Objectives: Biliary complications such as an ischemic-type biliary lesion can increase morbidity and mortality after liver transplant. Former studies have investigated several risk factors, but the underlying pathomechanism remains unclear. The focus of this study was to investigate factors causing early-onset (< 12 mo after liver transplant) versus late-onset ischemic-type biliary lesions (> 12 mo after liver transplant).
Materials and methods: This retrospective study included 641 patients. Patients were grouped to those who developed ischemic-type biliary lesion and those who did not. Patients developing ischemic-type biliary lesions were further subgrouped into those diagnosed early (< 12 mo) and late (> 12 mo) after liver transplant. We analyzed demographic data, characteristics, and comorbidities of the recipients and donors, operative variables, and postoperative course, as well as laboratory values.

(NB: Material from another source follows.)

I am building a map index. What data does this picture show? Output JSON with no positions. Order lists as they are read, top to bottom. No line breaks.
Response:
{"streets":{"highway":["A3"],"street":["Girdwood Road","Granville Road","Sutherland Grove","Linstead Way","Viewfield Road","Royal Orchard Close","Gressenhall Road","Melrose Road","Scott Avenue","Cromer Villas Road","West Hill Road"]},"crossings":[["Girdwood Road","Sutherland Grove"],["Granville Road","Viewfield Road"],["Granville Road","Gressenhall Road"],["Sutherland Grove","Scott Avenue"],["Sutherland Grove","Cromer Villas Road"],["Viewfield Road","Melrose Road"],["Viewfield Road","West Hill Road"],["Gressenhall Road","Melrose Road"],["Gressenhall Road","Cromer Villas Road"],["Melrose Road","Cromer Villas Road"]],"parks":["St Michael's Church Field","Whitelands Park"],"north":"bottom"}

Results: The incidence of ischemic-type biliary lesions was 4.9%. Retransplant was performed more frequently in patients developing ischemic-type biliary lesions. The number of transfusions of blood products was higher in ischemic-type biliary lesion patients, especially in the early-onset ischemic-type biliary lesion group. Bilirubin levels were higher in patients with ischemic-type biliary lesions starting from day 7 after the operation, particularly in the early-onset group. Survival tended to be best in the late-onset ischemic-type biliary lesion group; however, this difference was not significant.

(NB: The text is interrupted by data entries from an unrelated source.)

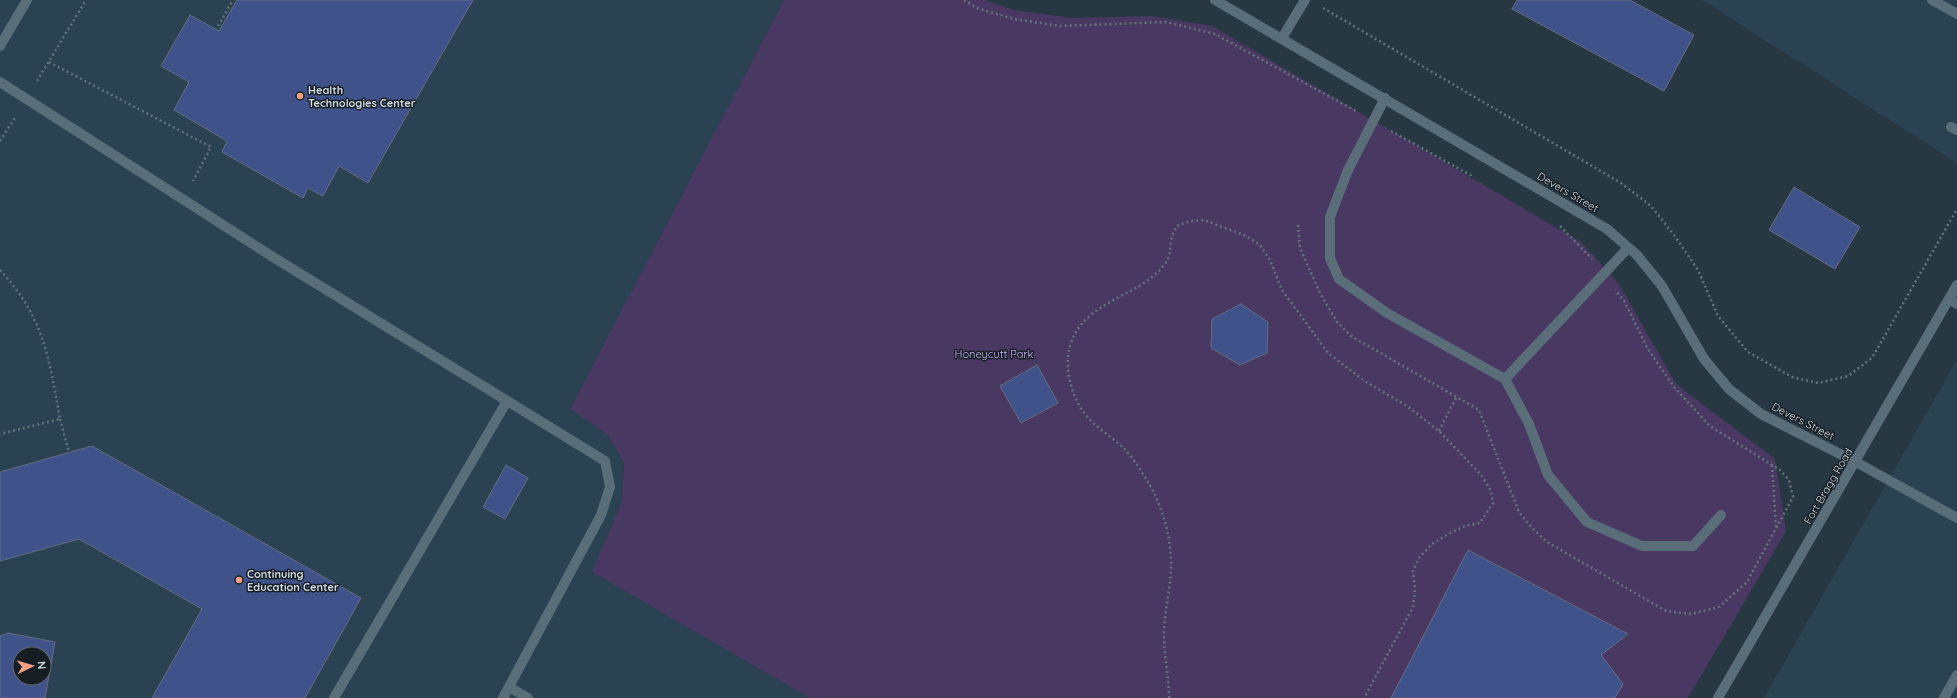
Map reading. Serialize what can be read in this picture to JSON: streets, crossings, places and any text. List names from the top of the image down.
{
  "streets": {
    "street": ["Devers Street", "Fort Bragg Road"]
  },
  "crossings": [
    ["Devers Street", "Fort Bragg Road"]
  ],
  "parks": ["Honeycutt Park"],
  "places": ["Health Technologies Center", "Continuing Education Center"],
  "north": "right"
}
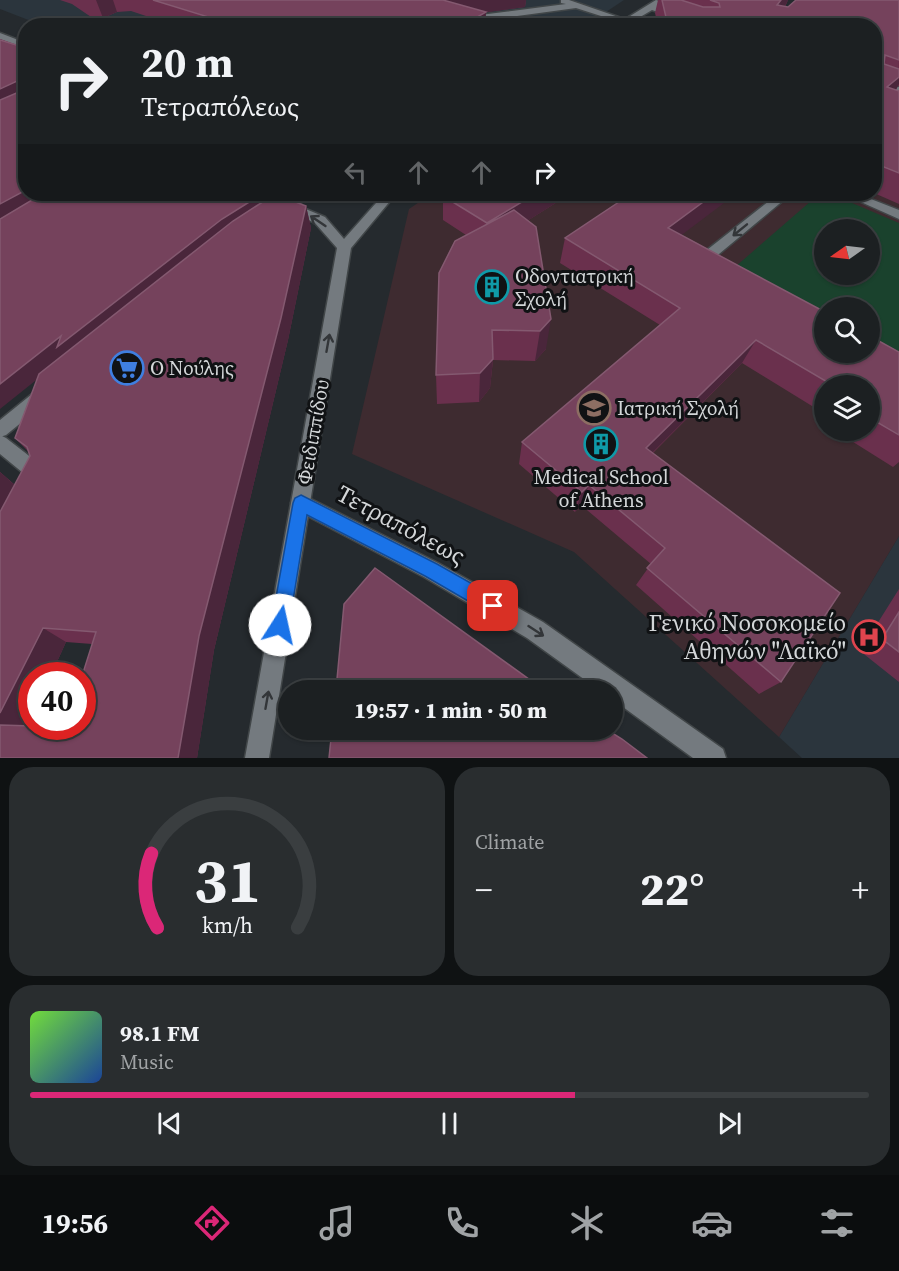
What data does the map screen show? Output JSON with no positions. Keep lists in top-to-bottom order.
{
  "streets": {
    "street": ["Φειδιππίδου", "Τετραπόλεως"]
  },
  "crossings": [
    ["Φειδιππίδου", "Τετραπόλεως"]
  ],
  "one_way": ["Φειδιππίδου", "Τετραπόλεως"],
  "places": {
    "building": ["Οδοντιατρική Σχολή", "Medical School of Athens"],
    "supermarket": ["Ο Νούλης"],
    "school or university": ["Ιατρική Σχολή"],
    "hospital": ["Γενικό Νοσοκομείο Αθηνών \"Λαϊκό\""]
  },
  "north": "left",
  "page": {
    "turn": ["20 m", "Τετραπόλεως"],
    "limit": "40",
    "trip": "19:57 · 1 min · 50 m",
    "tile": "Climate",
    "heat": ["−", "22°", "+"],
    "song": ["98.1 FM", "Music"],
    "tabs": "19:56",
    "gauge": ["31", "km/h"]
  }
}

Conclusions: This study serves as a supplement to current data and the understanding of ischemic-type biliary lesions with emphasis on the relevance of disease onset and causes. We could in fact determine transfusion of blood products as a determinant of an early onset of ischemic-type biliary lesion. Bilirubin could be a surrogate marker for ischemic-type biliary lesions, especially in its early-onset form.